The Catholic Bishops of Nigeria have appealed for the release of four seminarians who were abducted by gunmen on January 8, Vatican News revealed Friday.
As Breitbart News reported this week, unidentified gunmen stormed the Good Shepherd Catholic Major Seminary in Kaduna State, central Nigeria, kidnapping four students. Wearing military fatigues, the assailants arrived at the seminary around 10:30pm and began shooting at students, professors, and staff members, an assault that lasted about a half hour.
The kidnappers have made contact with the families of the abducted seminarians, Vatican News said, but so far they have not demanded a ransom. The four missing seminarians, Pius Kanwai, 19; Peter Umenukor, 23; Stephen Amos, 23; and Michael Nnadi, 18 are all first-year philosophy students at the seminary.
Kaduna police said they had launched a search for the four missing students but as yet have apprehended no one.
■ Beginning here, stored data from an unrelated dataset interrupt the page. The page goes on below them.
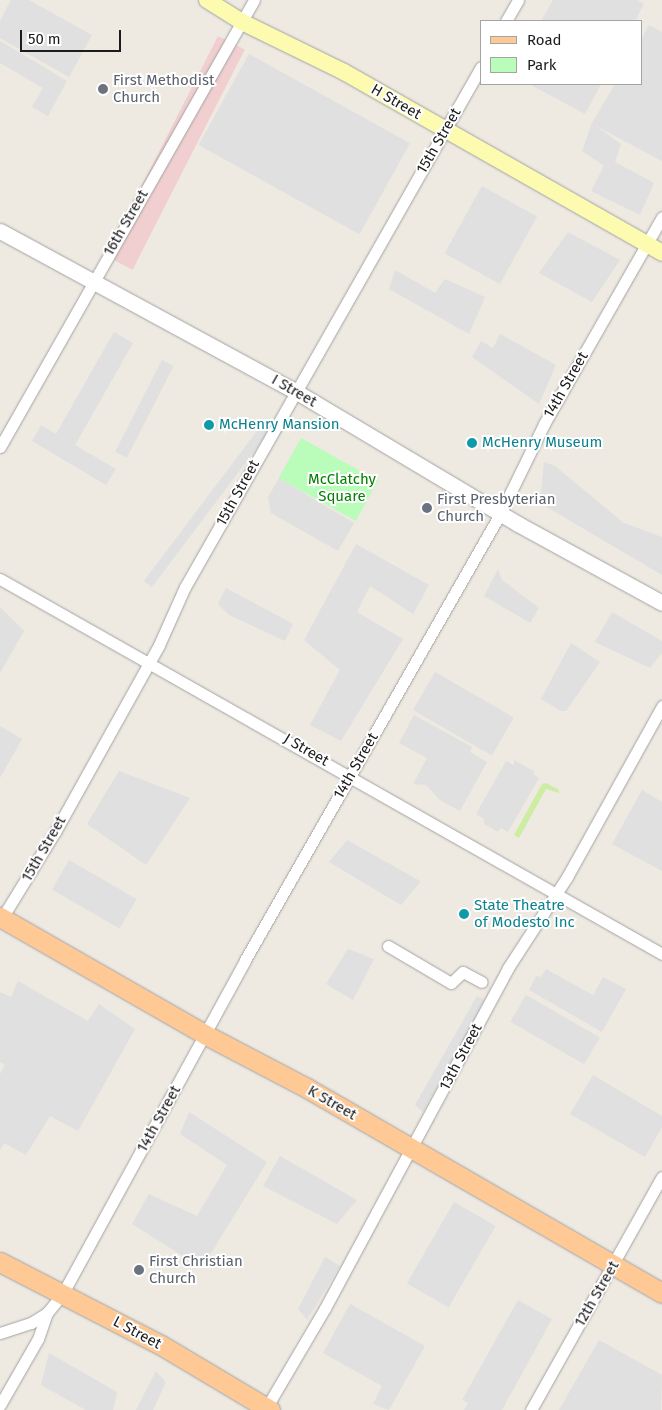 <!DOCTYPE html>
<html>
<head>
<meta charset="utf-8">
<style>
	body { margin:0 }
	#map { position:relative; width:662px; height:1410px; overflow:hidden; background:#eee9e1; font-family:"Fira Sans",sans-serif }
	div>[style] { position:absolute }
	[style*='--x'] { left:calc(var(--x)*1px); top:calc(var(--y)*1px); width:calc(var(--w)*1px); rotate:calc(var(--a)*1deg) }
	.commercial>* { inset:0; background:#f1cfd0; transform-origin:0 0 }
	.grass>* { inset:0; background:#cdeda3 }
	.park>* { inset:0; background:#bafdba; transform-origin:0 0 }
	.parking>* { inset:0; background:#e0e0e0; transform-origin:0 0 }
	.roads { filter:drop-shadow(0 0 1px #a3a3a3) drop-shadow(0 0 1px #a3a3a3) }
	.minor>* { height:11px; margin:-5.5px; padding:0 5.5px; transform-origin:5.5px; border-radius:5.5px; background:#fff }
	.tertiary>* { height:15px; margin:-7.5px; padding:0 7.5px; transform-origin:7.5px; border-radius:7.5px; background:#fff }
	.secondary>* { height:16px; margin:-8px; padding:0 8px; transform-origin:8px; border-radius:8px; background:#fdfbb0 }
	.primary>* { height:19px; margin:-9.5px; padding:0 9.5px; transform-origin:9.5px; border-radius:9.5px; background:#ffc996 }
	.dots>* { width:14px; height:14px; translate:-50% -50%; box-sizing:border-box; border:2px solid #fff; border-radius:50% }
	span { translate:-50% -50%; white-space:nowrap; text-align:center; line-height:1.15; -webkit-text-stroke:4px #fff; paint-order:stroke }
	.worship-label { font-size:15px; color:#5b616d }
	.left { translate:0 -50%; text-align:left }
	.street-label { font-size:15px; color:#1c1c1c }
	.culture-label { font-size:15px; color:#0d838f }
	.park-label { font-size:15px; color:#058005 }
	.legend { position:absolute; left:480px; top:20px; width:162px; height:65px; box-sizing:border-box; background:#fff; border:1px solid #a4a4a4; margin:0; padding:6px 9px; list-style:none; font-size:15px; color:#1c1c1c }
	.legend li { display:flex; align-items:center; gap:10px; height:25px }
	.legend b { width:25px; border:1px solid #a4a4a4 }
	.scale { position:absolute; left:20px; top:30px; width:101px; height:22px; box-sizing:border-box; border:2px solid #1c1c1c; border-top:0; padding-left:6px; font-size:15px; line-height:18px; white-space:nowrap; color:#1c1c1c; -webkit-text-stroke:4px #fff; paint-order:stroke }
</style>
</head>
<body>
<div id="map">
	<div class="commercial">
		<i style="left:218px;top:36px;width:30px;height:247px;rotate:27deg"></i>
	</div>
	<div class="grass">
		<i style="clip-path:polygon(546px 783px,559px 790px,559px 793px,546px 789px,519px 838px,514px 835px,542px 784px)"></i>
	</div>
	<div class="park">
		<i style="left:301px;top:438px;width:88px;height:46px;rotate:29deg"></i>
	</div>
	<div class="parking">
		<i style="clip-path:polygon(11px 0,29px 0,92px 35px,69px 77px,0 38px,0 21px)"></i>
		<i style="clip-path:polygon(553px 0,637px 0,644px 4px,635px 21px,541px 21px)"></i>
		<i style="clip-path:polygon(649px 25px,662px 32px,662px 161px,596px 126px,621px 144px,615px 162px,654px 183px,640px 215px,591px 191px,604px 166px,582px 151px,592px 123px,615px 84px,641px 84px,641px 40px)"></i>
		<i style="clip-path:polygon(0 41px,67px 81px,48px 116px,32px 107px,43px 88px,0 63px)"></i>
		<i style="left:249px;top:54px;width:184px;height:104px;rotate:29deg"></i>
		<i style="clip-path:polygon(529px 84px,601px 84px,585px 114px)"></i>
		<i style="left:482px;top:186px;width:63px;height:77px;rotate:29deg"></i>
		<i style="clip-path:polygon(568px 232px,620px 260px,592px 302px,539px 273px)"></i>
		<i style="clip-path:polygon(395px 270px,435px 293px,445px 279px,485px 297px,469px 334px,389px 289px)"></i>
		<i style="clip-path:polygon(114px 332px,133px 343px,75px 445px,116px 469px,106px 485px,32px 441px,41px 425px,56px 434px)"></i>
		<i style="clip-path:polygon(500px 334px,556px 365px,539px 404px,472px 357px,481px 341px,493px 348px)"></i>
		<i style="left:162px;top:360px;width:13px;height:103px;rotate:27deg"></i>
		<i style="left:266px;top:419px;width:10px;height:203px;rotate:37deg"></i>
		<i style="clip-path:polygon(544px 462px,555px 466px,624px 523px,662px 537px,662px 575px,540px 503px)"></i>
		<i style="clip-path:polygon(279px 478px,354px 523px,338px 551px,271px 513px,268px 497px)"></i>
		<i style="clip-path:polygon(356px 544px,429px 585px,413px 614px,370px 586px,357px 612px,403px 639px,341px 741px,310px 725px,340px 670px,304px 640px)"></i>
		<i style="clip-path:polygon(498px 569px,502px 580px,539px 608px,530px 623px,484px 596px)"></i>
		<i style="clip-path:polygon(226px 588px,293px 624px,285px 641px,229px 615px,218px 604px)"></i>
		<i style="clip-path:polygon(0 607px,24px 631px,0 673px)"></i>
		<i style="clip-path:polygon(612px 612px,662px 641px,662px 653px,650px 668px,595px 642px)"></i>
		<i style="clip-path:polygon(571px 643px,600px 662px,566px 711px,561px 711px,541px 699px)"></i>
		<i style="left:435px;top:672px;width:91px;height:44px;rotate:30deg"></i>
		<i style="clip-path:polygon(414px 715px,472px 747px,470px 752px,487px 762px,460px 811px,440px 800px,426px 785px,413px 784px,427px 758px,399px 743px)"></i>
		<i style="clip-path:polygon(0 726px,22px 739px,0 778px)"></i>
		<i style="clip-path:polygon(514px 760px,535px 772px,533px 774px,539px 778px,508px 832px,501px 828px,498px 832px,484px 824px,484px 819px,476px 814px,506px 761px,514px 765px)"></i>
		<i style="clip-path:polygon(119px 771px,190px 798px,146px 865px,87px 824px)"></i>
		<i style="clip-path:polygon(642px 790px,662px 802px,662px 871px,612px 844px)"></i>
		<i style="clip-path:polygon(347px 840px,420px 881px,421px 881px,401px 905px,329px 862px)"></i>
		<i style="left:69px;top:860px;width:78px;height:34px;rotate:30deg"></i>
		<i style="clip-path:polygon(348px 949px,374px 959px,353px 1000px,326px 984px)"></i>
		<i style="clip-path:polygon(546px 969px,593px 995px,603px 977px,626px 989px,602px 1032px,529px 990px,536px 976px,541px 977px)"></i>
		<i style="clip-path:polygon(18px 981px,88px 1021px,99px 1004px,135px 1029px,78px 1131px,50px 1116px,26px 1155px,4px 1143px,0 1150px,0 1074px,5px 1065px,0 1062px,0 992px,11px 997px)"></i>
		<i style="left:526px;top:995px;width:85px;height:31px;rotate:30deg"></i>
		<i style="clip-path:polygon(477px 996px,485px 1000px,423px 1112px,415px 1105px)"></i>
		<i style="clip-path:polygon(593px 1075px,662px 1116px,662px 1127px,645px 1157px,570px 1114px)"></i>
		<i style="clip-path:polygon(189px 1112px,267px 1162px,202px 1268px,132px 1224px,149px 1194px,197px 1216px,227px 1165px,180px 1134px)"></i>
		<i style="clip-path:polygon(280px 1156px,357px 1200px,337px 1224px,263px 1186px)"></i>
		<i style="left:454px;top:1202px;width:48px;height:94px;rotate:30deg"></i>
		<i style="clip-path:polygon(325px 1257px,340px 1266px,307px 1320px,298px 1309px)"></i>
		<i style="clip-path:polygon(518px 1300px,552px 1319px,502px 1410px,464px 1410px,468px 1403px,462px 1400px)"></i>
		<i style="clip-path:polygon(350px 1304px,425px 1346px,389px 1410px,373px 1404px,382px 1386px,323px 1353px)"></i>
		<i style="clip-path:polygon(599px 1340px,662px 1375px,661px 1410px,559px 1410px)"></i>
		<i style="clip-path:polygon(49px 1353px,117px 1392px,113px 1410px,86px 1410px,41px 1385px)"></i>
		<i style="clip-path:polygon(156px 1371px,166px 1382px,153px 1410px,136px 1410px)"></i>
	</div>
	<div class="roads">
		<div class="minor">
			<i style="--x:506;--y:21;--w:24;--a:-60"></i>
			<i style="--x:0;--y:447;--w:514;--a:-60.39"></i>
			<i style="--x:0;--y:579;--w:761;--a:29.53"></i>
			<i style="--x:2;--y:918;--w:101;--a:-58.4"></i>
			<i style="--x:55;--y:832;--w:214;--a:-60.9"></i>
			<i style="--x:159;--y:645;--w:64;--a:-65.9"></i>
			<i style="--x:185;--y:587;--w:598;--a:-60.35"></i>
			<i style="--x:388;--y:946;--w:73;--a:30.4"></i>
			<i style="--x:451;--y:983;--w:16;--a:-43"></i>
			<i style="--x:463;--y:972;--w:21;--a:28"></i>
			<i style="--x:0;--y:1333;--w:33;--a:-18"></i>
			<i style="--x:31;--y:1323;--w:19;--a:-32"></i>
			<i style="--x:0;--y:1405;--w:76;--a:-60.1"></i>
			<i style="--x:38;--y:1339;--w:28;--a:-71"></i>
			<i style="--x:47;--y:1313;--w:26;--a:-51"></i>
			<i style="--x:63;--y:1293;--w:379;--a:-61.3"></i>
			<i style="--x:245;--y:960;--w:514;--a:-60.24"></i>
			<i style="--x:500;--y:514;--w:100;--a:-63.9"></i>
			<i style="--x:544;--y:424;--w:238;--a:-60.3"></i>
			<i style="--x:265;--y:1410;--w:118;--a:-59.5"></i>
			<i style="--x:325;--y:1308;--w:386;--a:-61.7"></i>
			<i style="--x:508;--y:968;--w:108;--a:-57"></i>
			<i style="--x:567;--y:877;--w:196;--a:-60.9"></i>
			<i style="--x:531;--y:1410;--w:267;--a:-60.7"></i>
		</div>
		<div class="tertiary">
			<i style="--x:0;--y:231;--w:336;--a:28.5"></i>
			<i style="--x:295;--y:391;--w:260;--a:30.8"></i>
			<i style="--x:518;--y:524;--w:164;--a:28.7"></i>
		</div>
		<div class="secondary">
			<i style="--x:207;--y:0;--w:41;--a:32.2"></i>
			<i style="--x:242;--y:22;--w:114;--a:26.1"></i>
			<i style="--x:344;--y:72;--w:366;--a:29.6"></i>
		</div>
		<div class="primary">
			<i style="--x:0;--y:917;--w:237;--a:29.8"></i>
			<i style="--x:206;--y:1035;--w:114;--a:27.7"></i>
			<i style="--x:307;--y:1088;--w:410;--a:30"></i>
			<i style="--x:0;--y:1262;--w:181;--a:27.3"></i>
			<i style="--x:161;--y:1345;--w:127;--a:30.8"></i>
		</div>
	</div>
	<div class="dots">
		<i style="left:103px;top:89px;background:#6b7280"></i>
		<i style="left:209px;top:425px;background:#0f9aa8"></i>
		<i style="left:472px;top:443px;background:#0f9aa8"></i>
		<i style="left:427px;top:508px;background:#6b7280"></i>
		<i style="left:464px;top:914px;background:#0f9aa8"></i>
		<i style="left:139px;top:1270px;background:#6b7280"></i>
	</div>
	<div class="worship-label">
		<span class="left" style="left:113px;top:89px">First Methodist<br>Church</span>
		<span class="left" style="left:437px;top:508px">First Presbyterian<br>Church</span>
		<span class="left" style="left:149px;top:1270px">First Christian<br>Church</span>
	</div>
	<div class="street-label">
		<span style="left:396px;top:102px;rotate:30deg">H Street</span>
		<span style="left:439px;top:141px;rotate:-60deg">15th Street</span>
		<span style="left:126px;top:223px;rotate:-60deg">16th Street</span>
		<span style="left:566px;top:385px;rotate:-60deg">14th Street</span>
		<span style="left:294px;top:391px;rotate:30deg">I Street</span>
		<span style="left:238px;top:493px;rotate:-61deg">15th Street</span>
		<span style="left:306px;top:750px;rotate:30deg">J Street</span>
		<span style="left:356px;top:766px;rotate:-60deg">14th Street</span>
		<span style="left:44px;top:849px;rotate:-60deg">15th Street</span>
		<span style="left:461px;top:1057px;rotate:-62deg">13th Street</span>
		<span style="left:332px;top:1103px;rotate:30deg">K Street</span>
		<span style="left:159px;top:1119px;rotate:-61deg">14th Street</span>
		<span style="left:597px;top:1294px;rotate:-60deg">12th Street</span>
		<span style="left:137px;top:1333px;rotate:28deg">L Street</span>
	</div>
	<div class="culture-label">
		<span class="left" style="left:219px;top:425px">McHenry Mansion</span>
		<span class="left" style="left:482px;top:443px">McHenry Museum</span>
		<span class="left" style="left:474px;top:914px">State Theatre<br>of Modesto Inc</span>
	</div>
	<div class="park-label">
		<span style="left:342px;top:488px">McClatchy<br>Square</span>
	</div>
	<ul class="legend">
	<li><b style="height:6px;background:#ffc996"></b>Road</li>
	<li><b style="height:14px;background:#bafdba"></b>Park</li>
	</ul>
	<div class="scale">50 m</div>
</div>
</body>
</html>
While the identity of the kidnappers is still unclear, a recent spate of violence against Christians by Muslim extremists in central Nigeria suggests the attack may have been religiously motivated.
In its report, Vatican News seemed to adopt the same hypothesis, saying that the attack “was all too familiar in a region where Boko Haram and other Islamist groups use brutal and brazen methods to reinforce their reign of terror.”
The jihadists resort to kidnappings as a means of attracting media attention to their cause and forced recruitment to their ranks, Vatican News noted, but also as a means of financing their operations through ransom demands.
In its World Watch List 2020 released this week, Christian persecution monitoring group Open Doors placed Nigeria at number 12 of the 50 countries with the highest rates of persecution.
“Christians in the northern region and in the Middle Belt suffer from violence perpetrated by Islamic extremist groups such as militant Fulani herdsmen and Boko Haram,” the report stated. “Such violence often results in loss of life, physical injury, as well as loss of property.”
“As a result of the violence, Christians are also being dispossessed of their land and means of livelihood—and Christians with a Muslim background also face rejection from their own families,” it noted.